- Assignment -
For the data below, give the number of lines in which "panel" occurs. Include nothing besides that number.

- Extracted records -
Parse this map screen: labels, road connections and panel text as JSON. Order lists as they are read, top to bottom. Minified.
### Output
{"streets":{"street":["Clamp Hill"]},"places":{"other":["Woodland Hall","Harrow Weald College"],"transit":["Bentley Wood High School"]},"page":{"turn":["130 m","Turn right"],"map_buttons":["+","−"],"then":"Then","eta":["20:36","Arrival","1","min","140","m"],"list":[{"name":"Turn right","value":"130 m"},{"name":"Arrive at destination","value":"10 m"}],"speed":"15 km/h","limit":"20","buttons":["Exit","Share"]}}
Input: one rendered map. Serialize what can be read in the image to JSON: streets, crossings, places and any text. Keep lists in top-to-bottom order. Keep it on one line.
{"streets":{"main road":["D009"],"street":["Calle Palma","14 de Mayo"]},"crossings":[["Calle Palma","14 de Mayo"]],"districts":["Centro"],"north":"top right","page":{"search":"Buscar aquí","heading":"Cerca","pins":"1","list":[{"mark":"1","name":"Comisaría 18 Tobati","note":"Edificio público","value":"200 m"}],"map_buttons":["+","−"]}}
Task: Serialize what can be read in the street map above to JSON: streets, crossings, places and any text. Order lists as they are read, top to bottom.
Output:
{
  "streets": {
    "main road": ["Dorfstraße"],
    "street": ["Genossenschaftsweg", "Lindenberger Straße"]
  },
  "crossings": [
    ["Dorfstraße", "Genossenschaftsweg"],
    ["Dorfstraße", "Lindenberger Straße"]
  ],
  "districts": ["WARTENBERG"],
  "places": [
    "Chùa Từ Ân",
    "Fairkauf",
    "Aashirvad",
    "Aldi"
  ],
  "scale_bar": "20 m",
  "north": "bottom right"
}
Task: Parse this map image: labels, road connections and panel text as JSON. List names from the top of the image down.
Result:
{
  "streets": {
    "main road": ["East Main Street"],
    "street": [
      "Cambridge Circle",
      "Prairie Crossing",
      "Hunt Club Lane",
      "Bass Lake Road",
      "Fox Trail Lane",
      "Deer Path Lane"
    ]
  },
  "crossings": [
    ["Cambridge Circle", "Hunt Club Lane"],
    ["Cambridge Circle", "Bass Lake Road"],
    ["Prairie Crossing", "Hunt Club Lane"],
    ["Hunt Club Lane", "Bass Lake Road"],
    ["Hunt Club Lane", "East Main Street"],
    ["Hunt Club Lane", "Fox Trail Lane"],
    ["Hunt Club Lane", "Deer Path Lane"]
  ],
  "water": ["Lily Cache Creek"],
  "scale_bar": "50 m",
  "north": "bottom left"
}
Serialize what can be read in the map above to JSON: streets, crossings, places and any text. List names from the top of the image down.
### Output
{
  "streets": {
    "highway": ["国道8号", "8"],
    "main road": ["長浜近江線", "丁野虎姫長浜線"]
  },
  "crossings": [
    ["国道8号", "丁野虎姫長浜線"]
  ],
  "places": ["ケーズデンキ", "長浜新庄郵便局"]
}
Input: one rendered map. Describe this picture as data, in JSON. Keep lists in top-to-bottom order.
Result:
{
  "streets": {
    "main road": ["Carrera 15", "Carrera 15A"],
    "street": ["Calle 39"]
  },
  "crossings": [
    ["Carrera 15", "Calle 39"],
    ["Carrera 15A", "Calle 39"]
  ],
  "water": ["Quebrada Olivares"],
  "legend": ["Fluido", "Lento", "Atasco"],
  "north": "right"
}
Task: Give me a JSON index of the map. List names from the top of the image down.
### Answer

- Task solution -
2